Accenture's scope of work includes advisory on the facility layout, including utility planning and the production lines set-up, assistance in procuring and shipping the required equipment, carrying out final tests of all line equipment, and ongoing process and product engineering support to improve battery production


Recharge Industries engages Accenture to design and engineer its gigafactory in Australia. (Credit: Recharge Industries)

Scale Facilitation portfolio company Recharge Industries has engaged Accenture to help it advance the development of its lithium-ion battery cell production facility in Victoria, Australia.

Accenture as the engineering provider will support the company to design and engineer the gigafactory.

Its scope of work under the framework contract includes advisory on the facility layout.
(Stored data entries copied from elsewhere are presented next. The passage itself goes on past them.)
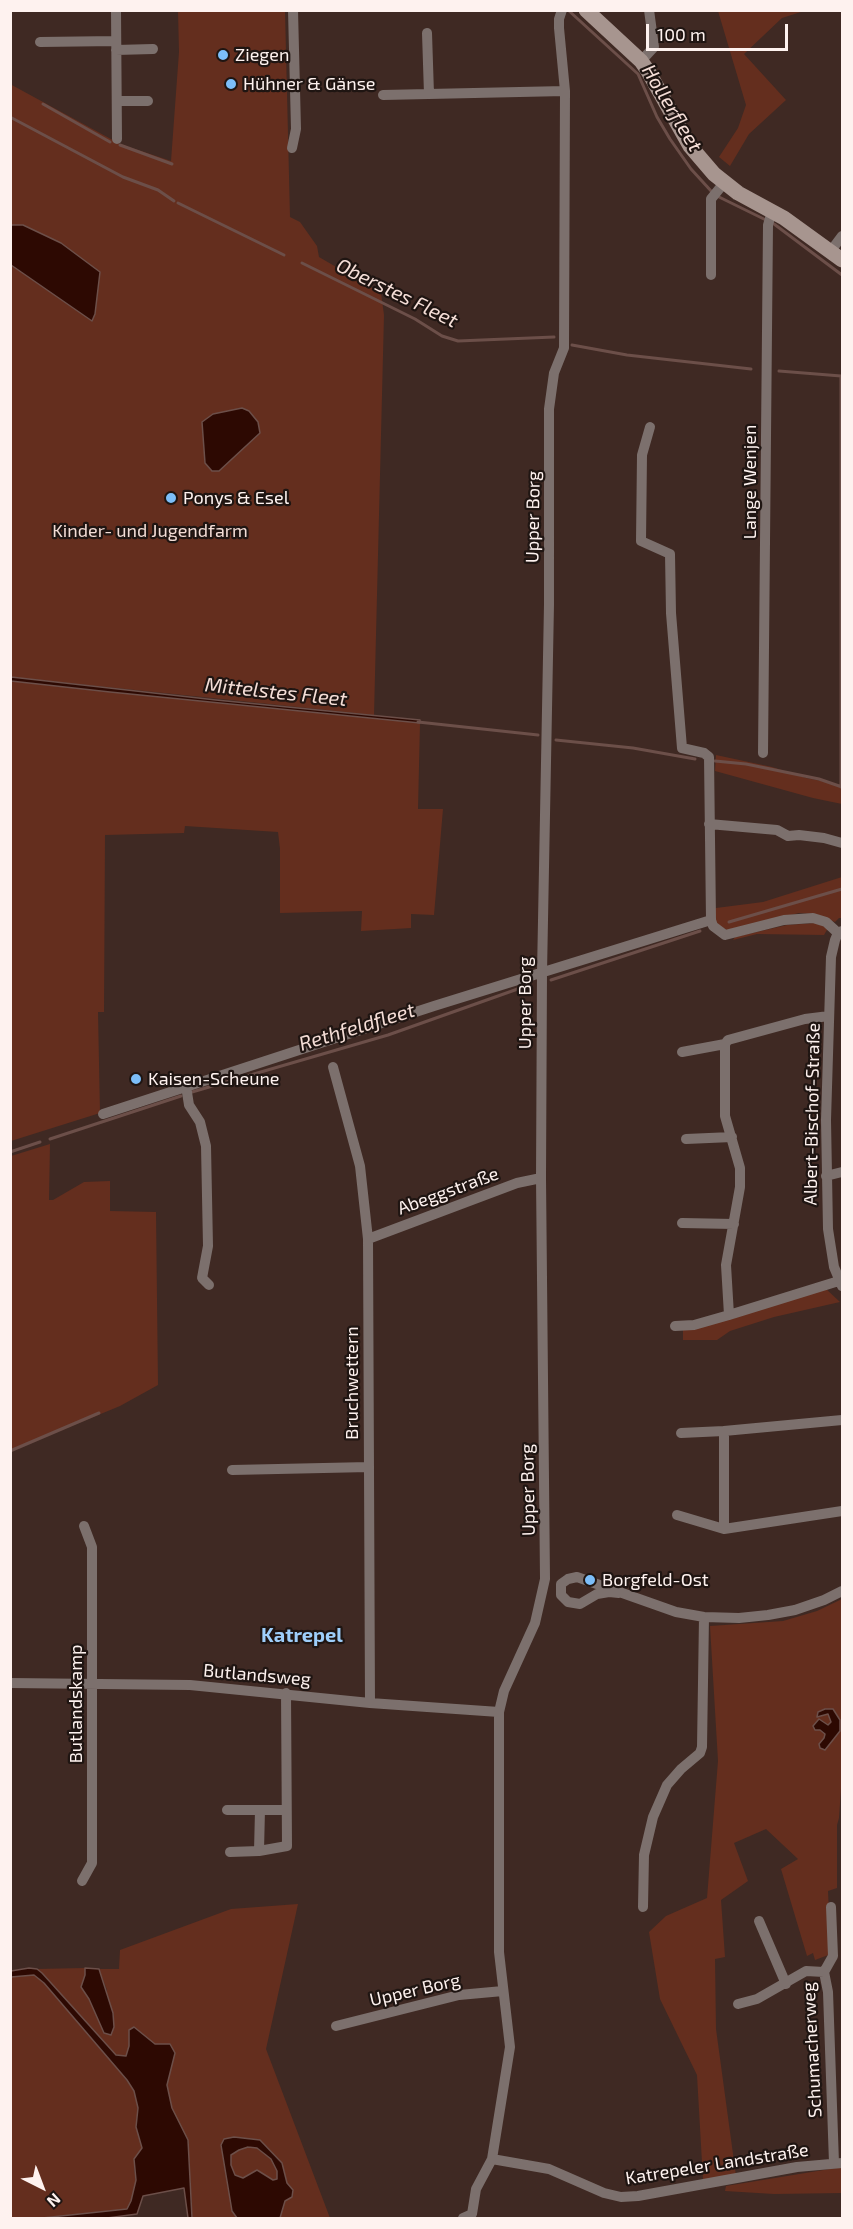 <!DOCTYPE html>
<html>
<head>
<meta charset="utf-8">
<style>
	body { margin:0 }
	#map { position:relative; width:853px; height:2229px; overflow:hidden; background:#3f2923; font-family:"Exo 2",sans-serif }
	canvas { display:block }
	.frame { position:absolute; inset:0; border:12px solid #fef2ef; pointer-events:none }
	.north { position:absolute; left:12px; top:2157px; width:60px; height:60px; -webkit-text-stroke:4px #1f1512; paint-order:stroke; rotate:138deg; font-size:16px; font-weight:700; line-height:24px; text-align:center; color:#fef2ef }
	.north::after { content:''; display:block; margin:auto; width:21px; height:27px; background:#fef2ef; clip-path:polygon(50% 0,100% 100%,50% 72%,0 100%) }
	.scale { position:absolute; left:646px; top:24px; width:142px; height:27px; box-sizing:border-box; border:3px solid #fef2ef; border-top:0; padding-left:8px; font-size:18px; line-height:21px; white-space:nowrap; color:#fef2ef; -webkit-text-stroke:4px #1f1512; paint-order:stroke }
</style>
</head>
<body>
<div id="map">
<canvas width="853" height="2229"></canvas>
<div class="frame"></div>
<div class="north">N</div>
<div class="scale">100 m</div>
</div>
<script>
const c = document.querySelector('canvas').getContext('2d');
c.lineJoin = 'round';
function paint(path, color) { c.fillStyle = color; c.fill(path, 'evenodd'); }
const toPath = rows => new Path2D(rows.map(r => 'M' + r).join(''));
function strokePath(path, color, width, dash) { c.strokeStyle = color; c.lineWidth = width; c.lineCap = dash ? 'butt' : 'round'; c.setLineDash(dash || []); c.stroke(path); }
function write(font, color, halo, rows, align = 'center') {
  c.font = font + ' "Exo 2",sans-serif'; c.lineWidth = 4.5; c.setLineDash([]); c.textBaseline = 'middle'; c.strokeStyle = halo; c.fillStyle = color; for (const [text, x, y, turn = 0] of rows) {
    c.save(); c.translate(x, y); c.rotate((+turn || 0) * Math.PI / 180); c.textAlign = isNaN(turn) ? turn : align; if (halo) c.strokeText(text, 0, 0); c.fillText(text, 0, 0); c.restore();
  }
}
paint(toPath([
	[178,11,285,11,290,217,300,222,317,246,319,257,381,293,384,315,374,715,11,677,10,84,120,144,171,161,179,52],
	[718,11,804,11,782,18,744,54,786,100,749,134,730,166,719,157,738,128,746,105],
	[11,681,420,723,418,809,443,809,434,915,411,914,411,928,361,931,362,911,280,913,280,849,278,832,185,826,184,833,105,835,104,1012,98,1012,100,1113,11,1141],
	[716,755,772,767,806,778,842,785,842,804,813,798,715,771],
	[842,877,842,918,839,918,835,922,816,914,799,913,727,930,721,927,716,922,714,909,716,908,763,902],
	[816,923,828,928,824,935,757,934,733,940,735,937,787,925],
	[50,1144,49,1200,53,1200,84,1182,110,1181,110,1211,156,1212,158,1385,120,1406,11,1451,11,1156],
	[825,1288,840,1302,774,1317,730,1331,717,1340,683,1340,683,1328],
	[842,1599,842,1774,839,1818,837,1825,837,1888,828,1891,831,1954,815,1960,813,1953,807,1956,781,1869,798,1859,766,1829,734,1843,748,1881,721,1900,725,1957,715,1959,716,2029,736,2176,703,2180,697,2075,660,1999,649,1932,666,1916,707,1898,718,1761,710,1626,783,1621,817,1611],
	[298,1904,266,2049,330,2218,280,2218,287,2183,282,2163,260,2140,224,2139,232,2211,237,2218,192,2218,188,2140,172,2108,167,2085,171,2062,144,2035,129,2030,129,2046,126,2056,116,2055,37,1969,85,1968,85,1975,81,1987,89,1999,104,2033,107,1990,99,1969,119,1969,120,1950,231,1909],
	[34,1975,44,1983,113,2062,134,2091,138,2108,136,2127,142,2148,134,2169,136,2180,131,2201,127,2209,42,2218,11,2218,10,1977],
	[249,2147,257,2148,271,2159,277,2171,277,2179,273,2180,243,2178,235,2175,231,2165,231,2155,239,2150],
	[842,2167,842,2193,774,2194,725,2191,726,2186]
]), '#642e1e');
const water = toPath([
	[12,225,23,225,61,243,100,272,95,314,92,321,11,265,11,226,12,225],
	[242,408,249,411,258,422,260,433,219,471,212,471,205,463,202,422,213,414,242,408],
	[11,677,216,700,420,720,420,723,110,692,11,681,11,677],
	[825,1709,833,1709,840,1720,840,1731,825,1750,820,1748,819,1744,824,1738,825,1734,820,1730,815,1730,813,1726,819,1719,828,1725,831,1722,828,1714,817,1717,818,1712,825,1709],
	[29,1968,37,1969,42,1973,116,2055,126,2056,129,2046,129,2030,134,2027,155,2044,170,2044,175,2053,167,2085,172,2108,188,2140,192,2218,188,2218,184,2188,143,2196,137,2214,107,2218,42,2218,127,2209,131,2201,136,2180,134,2159,142,2148,136,2127,138,2108,134,2091,127,2080,44,1983,34,1975,11,1977,11,1971,29,1968],
	[85,1968,99,1969,113,2013,114,2027,111,2035,104,2033,89,1999,81,1987,85,1975,85,1968],
	[234,2137,260,2140,282,2163,287,2183,293,2190,292,2197,285,2201,280,2218,237,2218,232,2211,221,2145,224,2139,234,2137],
	[248,2147,257,2148,271,2159,277,2171,277,2179,273,2180,257,2170,243,2178,235,2175,231,2165,231,2155,239,2150,248,2147]
]);
paint(water, '#2d0902');
strokePath(water, '#6c4f49', 1.5);
strokePath(toPath([
	[568,10,638,74,657,117,670,139,691,169,712,192],
	[43,104,110,142],
	[10,117,123,177,158,190,174,201],
	[120,145,172,164],
	[717,196,774,224,842,275],
	[178,203,284,255],
	[302,263,415,319,442,336,458,341,554,337],
	[572,345,627,355,751,369],
	[779,371,841,376,841,787],
	[418,722,538,735],
	[556,740,633,748,695,759],
	[715,761,746,764,819,779,842,787],
	[729,922,842,889],
	[551,980,700,931],
	[192,1092,388,1035,529,985],
	[50,1139,181,1096],
	[10,1152,40,1142],
	[10,1451,99,1413]
]), '#6c4f49', 3);
strokePath(toPath([
	[116,10,117,139],
	[427,33,429,94],
	[40,42,116,41],
	[116,50,153,49],
	[641,61,654,47,649,10],
	[383,95,565,91],
	[117,101,148,101],
	[292,148,296,129,293,10],
	[830,252,842,236],
	[711,275,711,199,724,183],
	[650,427,642,455,641,541,670,554,671,613,682,748,704,753,709,757,711,920],
	[763,753,768,225,772,211],
	[709,824,777,830,788,836,799,835,824,838,842,843],
	[829,1016,805,1019,728,1040,725,1044,725,1116,740,1168,740,1187,726,1265,729,1315,842,1280],
	[682,1052,725,1044],
	[333,1067,360,1166,368,1239,370,1703],
	[186,1086,189,1105,200,1122,206,1146,208,1246,202,1278,209,1285],
	[103,1114,434,1006,711,920,713,926,725,935,784,920,813,918,826,922,838,933],
	[686,1139,732,1137],
	[826,1176,842,1172],
	[682,1223,734,1224],
	[368,1239,517,1183,541,1178],
	[842,1286,834,1267,828,1229,826,1120,831,957,835,940,838,933,842,931],
	[675,1326,694,1325,729,1315],
	[842,1420,724,1431,724,1529,842,1511],
	[681,1433,724,1431],
	[232,1470,369,1467],
	[677,1515,724,1529],
	[619,1593,609,1592,597,1594,580,1604,568,1602,561,1595,561,1584,568,1579,577,1577,676,1612,704,1617,739,1618,768,1615,795,1610,824,1600,842,1591],
	[10,1683,190,1685,370,1703,499,1712],
	[227,1810,286,1810],
	[259,1851,260,1810],
	[230,1852,259,1851,287,1846,286,1693],
	[82,1881,92,1863,92,1547,84,1526],
	[643,1907,644,1855,653,1817,667,1785,681,1769,700,1753,702,1747,704,1617],
	[831,1907,833,1956,824,1972,828,1992,834,2163],
	[759,1921,786,1984],
	[738,2004,757,1999,806,1971,824,1972],
	[336,2026,459,1995,503,1991],
	[492,2159,549,2169,604,2193,621,2197,638,2196,797,2167,842,2163],
	[463,2218,472,2214,476,2189,492,2159,510,2047,499,1952,499,1712,504,1691,535,1623,545,1579,541,1178,542,973,549,604,549,409,554,373,564,348,565,91,559,28,559,19,562,10]
]), '#7c706d', 10);
strokePath(toPath([
	[586,10,641,61,648,71,690,146,714,174,738,193,784,218,842,260]
]), '#a7958f', 15);
for (const [x, y, r, color] of [
	[223,55,6,"#7cbef9"],
	[231,84,6,"#7cbef9"],
	[171,498,6,"#7cbef9"],
	[136,1079,6,"#7cbef9"],
	[590,1580,6,"#7cbef9"]
]) { const dot = new Path2D(); dot.arc(x, y, r, 0, 2 * Math.PI); c.fillStyle = color; c.fill(dot); strokePath(dot, '#1f1512', 2); }
write('18px', '#fef2ef', '#1f1512', [
	["Ziegen",235,55],
	["Hühner & Gänse",243,84],
	["Ponys & Esel",183,498],
	["Kaisen-Scheune",148,1079],
	["Borgfeld-Ost",602,1580]
], 'left');
write('18px', '#fef2ef', '#1f1512', [
	["Lange Wenjen",750,482,-90],
	["Upper Borg",533,517,-89],
	["Upper Borg",525,1003,-90],
	["Albert-Bischof-Straße",812,1114,-89],
	["Abeggstraße",448,1191,-20],
	["Bruchwettern",352,1383,-90],
	["Upper Borg",528,1490,-91],
	["Butlandsweg",257,1675,5],
	["Butlandskamp",76,1704,-90],
	["Upper Borg",415,1990,-13],
	["Schumacherweg",812,2050,-93],
	["Katrepeler Landstraße",717,2164,-9]
]);
write('18px', '#f3ddd6', '#1f1512', [
	["Kinder- und Jugendfarm",150,531]
]);
write('italic 20px', '#f5ded7', '#1f1512', [
	["Hollerfleet",672,108,59],
	["Oberstes Fleet",397,293,26],
	["Mittelstes Fleet",276,692,6],
	["Rethfeldfleet",357,1027,-17]
]);
write('bold 20px', '#9ecefa', '#1f1512', [
	["Katrepel",302,1635]
]);
</script>
</body>
</html>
This includes utility planning and setting up the production lines.

Besides, the technology company will provide assistance in procuring and shipping the necessary equipment, carrying out final tests of all line equipment along with ongoing process and product engineering support to enhance battery production.

To be located in Geelong, the battery manufacturing plant is expected to produce up to 30GWh of storage capacity annually for electric vehicles (EV) and stationary energy storage markets.

The construction of the facility is anticipated to commence in the latter half of this year.

Accenture Industry X managing director Soeren Schrader said: “Companies, economies and nations must speed their energy transition, a task hampered by ongoing disruptions in the global supply chains.

“Recharge Industries advanced manufacturing facility in Geelong will go a long way in helping the Australian industry tackle these challenges. This project is a testament to our deep engineering and industry expertise.”

Upon commencing the operations, the battery plant is anticipated to produce batteries equivalent to 2GWh per year in the second half of 2024 and 6GWh by 2026.

Once the operations expand to 100% capacity, the gigafactory is expected to employ approximately 1,500 to 2,000 workers directly.

With binding off-take contracts and funding secured, Recharge Industries has procured the production equipment for the first 2GWh production line.

Both companies are anticipated to collaborate with Charge CCCV (C4V) to expedite planning, engineering, and construction.

Charge CCCV provides intellectual property (IP), supply chain, blueprints, and technology concepts for battery production.

Recharge Industries CEO Rob Fitzpatrick said: “Establishing a sovereign manufacturing capability to produce state-of-the-art lithium-ion battery cells is critical to Australia’s renewable energy economy – meeting national demand, generating export income and securing supply chains.

“Our factory, which we are building with the assistance of Accenture’s engineering and capital projects expertise and underpinned by C4V’s IP and battery technology, will create thousands of jobs and attract large-scale investment from key players in Australia, the Indo-Pacific region, and other parts of the world.”